*What you have to do:* Within the records below, reproduce without change the lines from the line that has "background:var(--page); color:var(--text); height:100vh;" through the line that has "position:relative; flex:1; overflow:hidden", and only those.

*Study material:*
● ● ● ● ● ● ●
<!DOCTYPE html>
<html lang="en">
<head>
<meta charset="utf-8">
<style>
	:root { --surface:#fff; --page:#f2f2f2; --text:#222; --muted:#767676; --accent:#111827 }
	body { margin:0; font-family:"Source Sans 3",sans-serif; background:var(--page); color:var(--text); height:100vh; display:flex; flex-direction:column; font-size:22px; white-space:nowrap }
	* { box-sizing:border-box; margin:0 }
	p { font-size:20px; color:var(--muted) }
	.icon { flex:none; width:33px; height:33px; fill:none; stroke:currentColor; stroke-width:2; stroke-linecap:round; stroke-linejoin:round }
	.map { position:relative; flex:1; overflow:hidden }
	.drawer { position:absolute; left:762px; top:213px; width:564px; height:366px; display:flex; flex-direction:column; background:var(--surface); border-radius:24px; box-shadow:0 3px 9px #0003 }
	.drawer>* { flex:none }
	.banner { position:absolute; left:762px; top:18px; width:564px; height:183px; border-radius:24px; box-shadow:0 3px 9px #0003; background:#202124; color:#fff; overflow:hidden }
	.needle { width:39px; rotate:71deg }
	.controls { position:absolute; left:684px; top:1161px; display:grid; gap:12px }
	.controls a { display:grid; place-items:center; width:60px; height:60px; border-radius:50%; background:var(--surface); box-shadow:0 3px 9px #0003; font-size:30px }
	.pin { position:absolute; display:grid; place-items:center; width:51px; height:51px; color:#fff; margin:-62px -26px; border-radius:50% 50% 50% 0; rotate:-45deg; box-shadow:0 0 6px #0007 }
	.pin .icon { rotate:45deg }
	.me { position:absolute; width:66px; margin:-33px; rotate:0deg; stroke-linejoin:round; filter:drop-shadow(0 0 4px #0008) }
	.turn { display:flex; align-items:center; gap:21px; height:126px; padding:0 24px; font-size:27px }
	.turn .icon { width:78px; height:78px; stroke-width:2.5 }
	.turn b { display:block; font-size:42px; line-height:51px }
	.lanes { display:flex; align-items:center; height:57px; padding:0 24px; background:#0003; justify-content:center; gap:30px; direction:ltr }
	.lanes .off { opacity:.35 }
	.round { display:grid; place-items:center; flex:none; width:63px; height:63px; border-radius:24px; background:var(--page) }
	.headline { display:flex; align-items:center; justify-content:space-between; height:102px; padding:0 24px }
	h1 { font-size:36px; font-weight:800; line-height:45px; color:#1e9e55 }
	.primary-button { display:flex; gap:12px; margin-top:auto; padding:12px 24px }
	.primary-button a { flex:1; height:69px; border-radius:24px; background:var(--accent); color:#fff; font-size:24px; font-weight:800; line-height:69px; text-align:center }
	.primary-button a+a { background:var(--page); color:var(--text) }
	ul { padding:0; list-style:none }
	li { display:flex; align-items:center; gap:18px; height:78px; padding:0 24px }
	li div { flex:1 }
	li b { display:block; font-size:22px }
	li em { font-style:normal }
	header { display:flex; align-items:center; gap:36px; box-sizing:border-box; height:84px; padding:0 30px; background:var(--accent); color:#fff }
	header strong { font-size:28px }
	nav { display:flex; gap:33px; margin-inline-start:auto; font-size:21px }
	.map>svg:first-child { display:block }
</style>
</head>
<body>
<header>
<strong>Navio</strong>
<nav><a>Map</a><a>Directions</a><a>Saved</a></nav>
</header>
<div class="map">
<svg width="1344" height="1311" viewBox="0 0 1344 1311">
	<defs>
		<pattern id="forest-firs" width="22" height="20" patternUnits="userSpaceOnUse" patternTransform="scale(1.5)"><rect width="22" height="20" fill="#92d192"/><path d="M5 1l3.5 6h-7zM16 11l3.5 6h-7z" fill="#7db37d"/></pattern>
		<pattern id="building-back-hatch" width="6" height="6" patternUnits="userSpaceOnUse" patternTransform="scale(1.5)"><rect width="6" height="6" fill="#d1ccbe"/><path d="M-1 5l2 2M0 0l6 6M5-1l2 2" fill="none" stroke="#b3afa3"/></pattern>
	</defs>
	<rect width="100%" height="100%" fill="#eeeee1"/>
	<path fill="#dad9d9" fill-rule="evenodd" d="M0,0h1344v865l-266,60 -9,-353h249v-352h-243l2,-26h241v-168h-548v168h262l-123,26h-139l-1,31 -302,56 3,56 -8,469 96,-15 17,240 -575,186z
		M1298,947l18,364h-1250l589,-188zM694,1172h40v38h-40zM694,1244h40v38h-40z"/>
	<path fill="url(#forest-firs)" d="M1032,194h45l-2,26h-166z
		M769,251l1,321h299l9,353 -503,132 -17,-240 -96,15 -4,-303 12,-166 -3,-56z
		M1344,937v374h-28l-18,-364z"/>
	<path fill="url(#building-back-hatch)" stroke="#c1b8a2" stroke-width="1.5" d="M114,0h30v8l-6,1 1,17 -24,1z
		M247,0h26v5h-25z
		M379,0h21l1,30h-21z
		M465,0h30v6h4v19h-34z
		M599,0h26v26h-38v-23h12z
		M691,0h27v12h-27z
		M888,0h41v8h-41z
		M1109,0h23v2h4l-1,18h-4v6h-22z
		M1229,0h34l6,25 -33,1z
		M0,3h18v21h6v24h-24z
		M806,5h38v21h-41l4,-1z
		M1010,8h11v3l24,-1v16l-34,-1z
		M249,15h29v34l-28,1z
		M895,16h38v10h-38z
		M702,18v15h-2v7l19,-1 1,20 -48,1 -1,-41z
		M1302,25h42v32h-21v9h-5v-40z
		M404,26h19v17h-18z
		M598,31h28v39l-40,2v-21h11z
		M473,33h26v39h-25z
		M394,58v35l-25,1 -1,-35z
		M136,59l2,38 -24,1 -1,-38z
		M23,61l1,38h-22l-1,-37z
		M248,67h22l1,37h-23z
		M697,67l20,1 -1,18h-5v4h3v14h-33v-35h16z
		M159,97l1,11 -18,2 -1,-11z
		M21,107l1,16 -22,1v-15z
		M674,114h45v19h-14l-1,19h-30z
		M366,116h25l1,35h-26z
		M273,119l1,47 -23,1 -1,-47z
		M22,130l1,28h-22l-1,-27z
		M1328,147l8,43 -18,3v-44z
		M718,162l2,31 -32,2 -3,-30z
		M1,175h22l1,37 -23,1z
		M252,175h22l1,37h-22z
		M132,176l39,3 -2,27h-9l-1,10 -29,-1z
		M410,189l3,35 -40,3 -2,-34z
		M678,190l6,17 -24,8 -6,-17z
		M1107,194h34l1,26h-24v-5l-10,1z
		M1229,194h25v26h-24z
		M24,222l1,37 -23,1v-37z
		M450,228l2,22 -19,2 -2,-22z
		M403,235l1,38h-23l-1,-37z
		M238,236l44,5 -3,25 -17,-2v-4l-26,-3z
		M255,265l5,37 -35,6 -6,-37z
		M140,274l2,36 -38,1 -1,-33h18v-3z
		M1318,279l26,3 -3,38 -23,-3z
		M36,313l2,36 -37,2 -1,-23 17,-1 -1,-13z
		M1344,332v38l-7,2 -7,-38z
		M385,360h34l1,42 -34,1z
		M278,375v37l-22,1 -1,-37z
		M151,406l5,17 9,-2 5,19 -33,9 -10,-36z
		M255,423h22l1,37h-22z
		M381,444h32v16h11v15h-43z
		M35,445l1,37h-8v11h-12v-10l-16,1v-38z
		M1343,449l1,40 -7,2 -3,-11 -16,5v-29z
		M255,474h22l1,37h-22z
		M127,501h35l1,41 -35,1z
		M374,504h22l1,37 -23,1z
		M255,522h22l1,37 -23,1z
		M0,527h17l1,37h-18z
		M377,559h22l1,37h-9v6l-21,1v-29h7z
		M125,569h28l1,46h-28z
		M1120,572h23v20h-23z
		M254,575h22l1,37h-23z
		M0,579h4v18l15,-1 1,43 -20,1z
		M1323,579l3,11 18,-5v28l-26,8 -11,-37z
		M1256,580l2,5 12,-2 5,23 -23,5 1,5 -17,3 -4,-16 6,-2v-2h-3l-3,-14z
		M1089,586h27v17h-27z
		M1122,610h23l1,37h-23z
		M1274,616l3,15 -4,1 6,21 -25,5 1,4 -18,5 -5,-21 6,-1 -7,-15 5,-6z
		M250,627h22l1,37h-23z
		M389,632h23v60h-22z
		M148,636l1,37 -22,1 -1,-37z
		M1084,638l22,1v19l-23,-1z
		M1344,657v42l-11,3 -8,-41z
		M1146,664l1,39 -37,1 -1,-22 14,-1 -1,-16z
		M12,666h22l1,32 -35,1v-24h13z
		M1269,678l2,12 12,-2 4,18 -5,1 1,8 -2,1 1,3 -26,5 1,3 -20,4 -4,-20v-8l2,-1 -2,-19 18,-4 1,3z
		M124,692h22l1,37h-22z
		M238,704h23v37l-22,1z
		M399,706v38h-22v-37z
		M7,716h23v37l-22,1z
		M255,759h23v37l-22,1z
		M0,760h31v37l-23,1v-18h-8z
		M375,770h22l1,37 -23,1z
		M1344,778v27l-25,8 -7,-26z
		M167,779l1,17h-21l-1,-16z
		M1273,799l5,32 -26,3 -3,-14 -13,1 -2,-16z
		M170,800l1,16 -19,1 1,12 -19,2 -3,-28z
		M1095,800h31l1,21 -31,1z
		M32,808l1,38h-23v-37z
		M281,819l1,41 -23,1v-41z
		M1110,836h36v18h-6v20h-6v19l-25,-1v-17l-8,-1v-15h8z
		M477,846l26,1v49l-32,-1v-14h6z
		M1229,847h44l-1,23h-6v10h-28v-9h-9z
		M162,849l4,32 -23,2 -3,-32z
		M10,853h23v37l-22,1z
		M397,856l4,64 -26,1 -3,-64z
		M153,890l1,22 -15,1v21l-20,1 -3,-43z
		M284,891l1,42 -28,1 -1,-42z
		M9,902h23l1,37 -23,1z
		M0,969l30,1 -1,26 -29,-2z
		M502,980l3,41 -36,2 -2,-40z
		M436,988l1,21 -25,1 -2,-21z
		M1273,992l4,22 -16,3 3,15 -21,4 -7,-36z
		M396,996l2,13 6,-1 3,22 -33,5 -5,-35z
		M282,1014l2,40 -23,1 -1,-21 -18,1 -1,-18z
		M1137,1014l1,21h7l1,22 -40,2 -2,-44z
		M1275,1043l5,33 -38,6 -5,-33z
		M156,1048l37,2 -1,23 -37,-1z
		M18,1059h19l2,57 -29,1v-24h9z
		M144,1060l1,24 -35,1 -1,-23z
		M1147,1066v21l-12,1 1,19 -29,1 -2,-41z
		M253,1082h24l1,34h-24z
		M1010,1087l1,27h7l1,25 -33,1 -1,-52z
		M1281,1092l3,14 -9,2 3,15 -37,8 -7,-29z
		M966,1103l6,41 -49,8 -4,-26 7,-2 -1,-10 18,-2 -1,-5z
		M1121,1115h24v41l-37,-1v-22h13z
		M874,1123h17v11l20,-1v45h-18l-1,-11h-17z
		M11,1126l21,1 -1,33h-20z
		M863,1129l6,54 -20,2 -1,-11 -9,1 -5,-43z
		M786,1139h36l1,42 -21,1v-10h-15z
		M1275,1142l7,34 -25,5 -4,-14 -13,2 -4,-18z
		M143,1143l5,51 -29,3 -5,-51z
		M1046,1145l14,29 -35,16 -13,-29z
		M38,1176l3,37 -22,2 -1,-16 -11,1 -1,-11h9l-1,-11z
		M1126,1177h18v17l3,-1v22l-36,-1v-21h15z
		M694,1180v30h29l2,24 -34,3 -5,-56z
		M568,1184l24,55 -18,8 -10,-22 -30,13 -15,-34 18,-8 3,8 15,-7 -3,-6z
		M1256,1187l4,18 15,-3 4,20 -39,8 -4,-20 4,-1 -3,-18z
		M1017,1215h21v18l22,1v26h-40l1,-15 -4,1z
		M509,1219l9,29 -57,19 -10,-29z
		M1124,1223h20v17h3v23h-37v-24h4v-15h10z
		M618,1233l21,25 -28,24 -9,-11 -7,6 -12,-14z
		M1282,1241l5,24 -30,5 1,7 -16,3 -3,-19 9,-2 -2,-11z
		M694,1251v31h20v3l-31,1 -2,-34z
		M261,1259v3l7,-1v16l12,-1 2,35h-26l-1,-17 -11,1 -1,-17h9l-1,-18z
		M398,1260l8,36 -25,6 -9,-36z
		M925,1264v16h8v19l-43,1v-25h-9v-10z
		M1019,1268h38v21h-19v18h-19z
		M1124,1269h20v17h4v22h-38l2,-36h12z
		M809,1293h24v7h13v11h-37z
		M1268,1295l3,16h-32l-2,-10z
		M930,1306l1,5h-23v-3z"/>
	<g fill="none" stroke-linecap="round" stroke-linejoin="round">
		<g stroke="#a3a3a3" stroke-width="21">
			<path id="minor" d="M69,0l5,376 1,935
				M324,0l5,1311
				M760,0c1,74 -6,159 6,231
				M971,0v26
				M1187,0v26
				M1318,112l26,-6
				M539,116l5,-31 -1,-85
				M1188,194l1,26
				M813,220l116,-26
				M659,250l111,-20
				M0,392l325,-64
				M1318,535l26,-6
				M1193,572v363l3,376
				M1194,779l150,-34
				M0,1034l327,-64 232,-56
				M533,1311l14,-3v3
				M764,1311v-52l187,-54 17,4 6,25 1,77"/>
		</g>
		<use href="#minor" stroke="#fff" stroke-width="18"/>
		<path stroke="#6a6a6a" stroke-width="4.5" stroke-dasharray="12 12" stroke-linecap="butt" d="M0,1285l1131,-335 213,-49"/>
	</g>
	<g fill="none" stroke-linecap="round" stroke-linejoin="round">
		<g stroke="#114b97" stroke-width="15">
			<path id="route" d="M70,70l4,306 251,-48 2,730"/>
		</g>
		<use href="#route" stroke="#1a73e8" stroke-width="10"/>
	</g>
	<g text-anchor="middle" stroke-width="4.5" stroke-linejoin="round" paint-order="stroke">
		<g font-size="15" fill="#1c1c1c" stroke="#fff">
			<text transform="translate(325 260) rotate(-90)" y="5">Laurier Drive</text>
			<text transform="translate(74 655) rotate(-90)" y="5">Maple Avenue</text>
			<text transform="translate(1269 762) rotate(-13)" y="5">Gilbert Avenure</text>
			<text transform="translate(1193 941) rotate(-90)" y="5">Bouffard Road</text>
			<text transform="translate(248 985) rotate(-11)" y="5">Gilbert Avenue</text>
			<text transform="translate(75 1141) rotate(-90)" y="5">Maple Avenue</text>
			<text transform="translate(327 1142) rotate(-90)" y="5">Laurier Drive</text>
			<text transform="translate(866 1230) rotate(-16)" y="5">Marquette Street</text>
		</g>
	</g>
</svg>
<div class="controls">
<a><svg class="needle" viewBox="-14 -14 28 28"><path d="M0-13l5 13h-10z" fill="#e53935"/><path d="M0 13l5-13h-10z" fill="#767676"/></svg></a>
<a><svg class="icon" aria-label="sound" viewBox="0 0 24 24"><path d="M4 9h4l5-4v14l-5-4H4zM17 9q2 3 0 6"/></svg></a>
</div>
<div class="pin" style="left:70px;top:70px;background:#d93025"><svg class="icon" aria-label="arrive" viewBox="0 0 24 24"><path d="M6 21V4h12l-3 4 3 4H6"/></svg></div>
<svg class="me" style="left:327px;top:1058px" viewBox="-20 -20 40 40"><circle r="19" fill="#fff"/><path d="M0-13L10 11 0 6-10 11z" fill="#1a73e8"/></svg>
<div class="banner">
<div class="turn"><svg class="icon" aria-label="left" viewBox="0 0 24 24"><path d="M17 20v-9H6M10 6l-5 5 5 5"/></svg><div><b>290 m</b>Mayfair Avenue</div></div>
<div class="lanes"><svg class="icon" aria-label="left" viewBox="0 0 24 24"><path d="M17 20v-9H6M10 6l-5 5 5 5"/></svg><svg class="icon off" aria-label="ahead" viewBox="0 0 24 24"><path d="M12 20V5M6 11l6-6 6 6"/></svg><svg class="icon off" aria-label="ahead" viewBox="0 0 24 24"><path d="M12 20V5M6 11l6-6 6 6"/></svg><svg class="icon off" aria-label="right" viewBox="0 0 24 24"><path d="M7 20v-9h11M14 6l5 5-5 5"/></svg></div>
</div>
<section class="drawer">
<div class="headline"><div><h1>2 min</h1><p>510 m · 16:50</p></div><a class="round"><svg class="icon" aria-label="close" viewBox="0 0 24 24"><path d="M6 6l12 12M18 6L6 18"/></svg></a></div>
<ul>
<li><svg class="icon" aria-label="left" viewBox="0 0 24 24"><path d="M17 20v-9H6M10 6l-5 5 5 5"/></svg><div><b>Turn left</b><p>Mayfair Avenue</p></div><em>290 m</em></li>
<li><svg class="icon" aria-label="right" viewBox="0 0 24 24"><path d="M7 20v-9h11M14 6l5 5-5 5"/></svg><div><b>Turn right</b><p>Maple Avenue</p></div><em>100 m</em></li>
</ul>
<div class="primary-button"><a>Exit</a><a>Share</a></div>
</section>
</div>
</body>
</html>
● ● ● ● ● ● ●
*Solution for this task:*
	body { margin:0; font-family:"Source Sans 3",sans-serif; background:var(--page); color:var(--text); height:100vh; display:flex; flex-direction:column; font-size:22px; white-space:nowrap }
	* { box-sizing:border-box; margin:0 }
	p { font-size:20px; color:var(--muted) }
	.icon { flex:none; width:33px; height:33px; fill:none; stroke:currentColor; stroke-width:2; stroke-linecap:round; stroke-linejoin:round }
	.map { position:relative; flex:1; overflow:hidden }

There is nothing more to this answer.